What to do: Leave out the pictures and repeat everything else in the records exactly.

Material for the task:
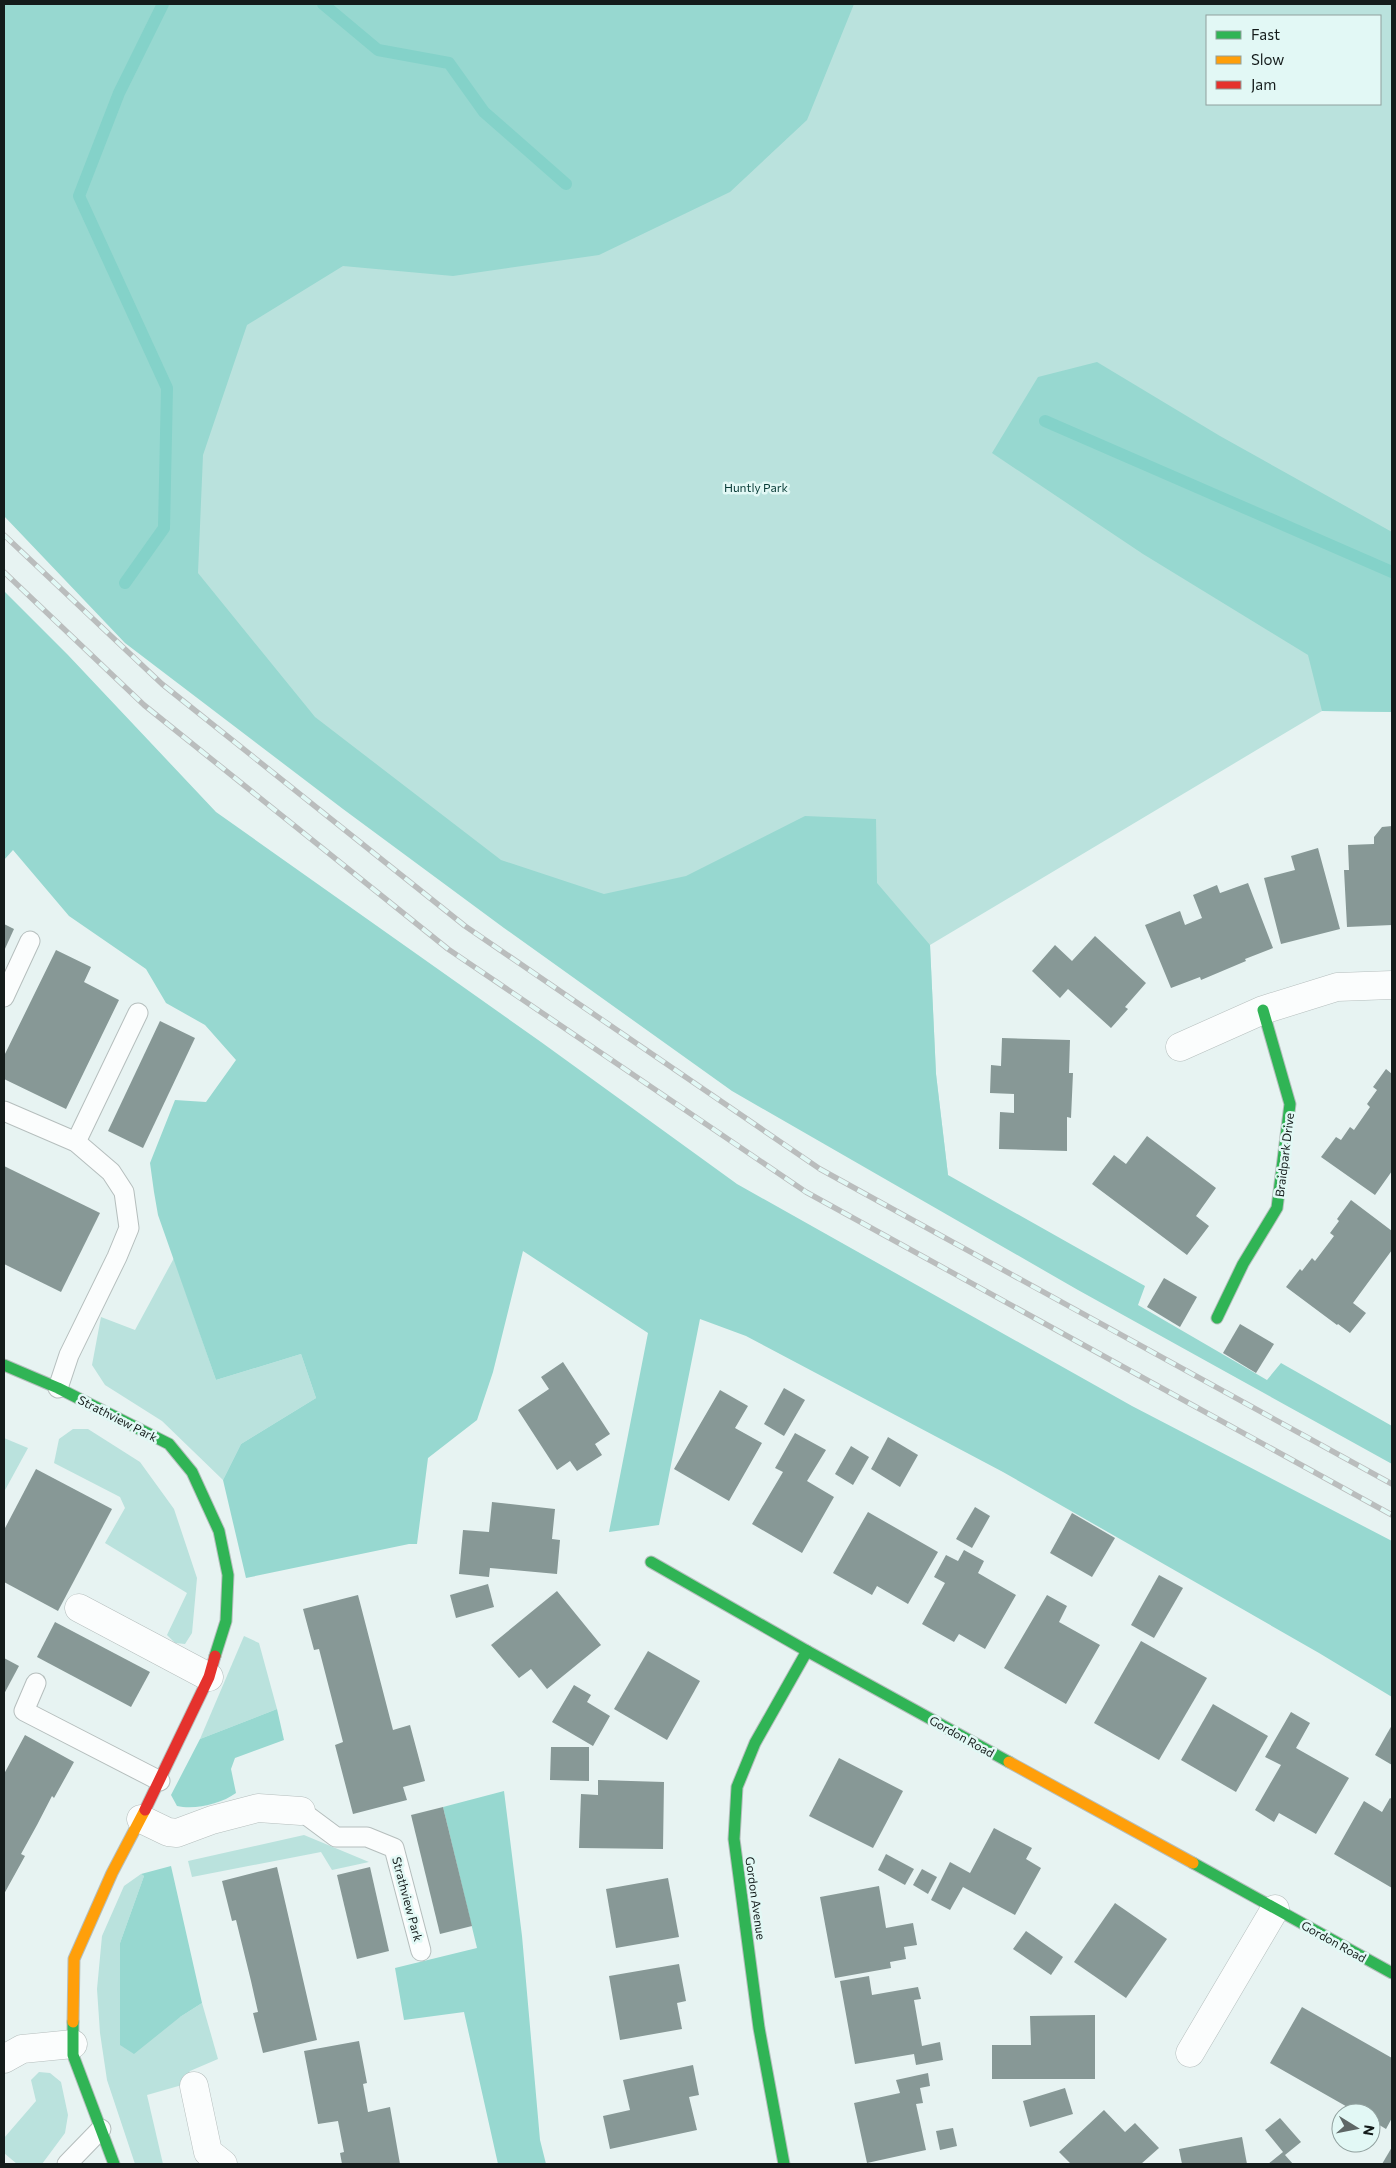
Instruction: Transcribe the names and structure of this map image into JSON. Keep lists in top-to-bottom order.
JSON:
{
  "streets": {
    "street": [
      "Braidpark Drive",
      "Strathview Park",
      "Gordon Road",
      "Gordon Avenue"
    ]
  },
  "crossings": [
    ["Gordon Road", "Gordon Avenue"]
  ],
  "parks": ["Huntly Park"],
  "legend": ["Fast", "Slow", "Jam"],
  "north": "right"
}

Exercise solution:
Instruction: Transcribe the names and structure of this map image into JSON. Keep lists in top-to-bottom order.
JSON:
{
  "streets": {
    "street": [
      "Braidpark Drive",
      "Strathview Park",
      "Gordon Road",
      "Gordon Avenue"
    ]
  },
  "crossings": [
    ["Gordon Road", "Gordon Avenue"]
  ],
  "parks": ["Huntly Park"],
  "legend": ["Fast", "Slow", "Jam"],
  "north": "right"
}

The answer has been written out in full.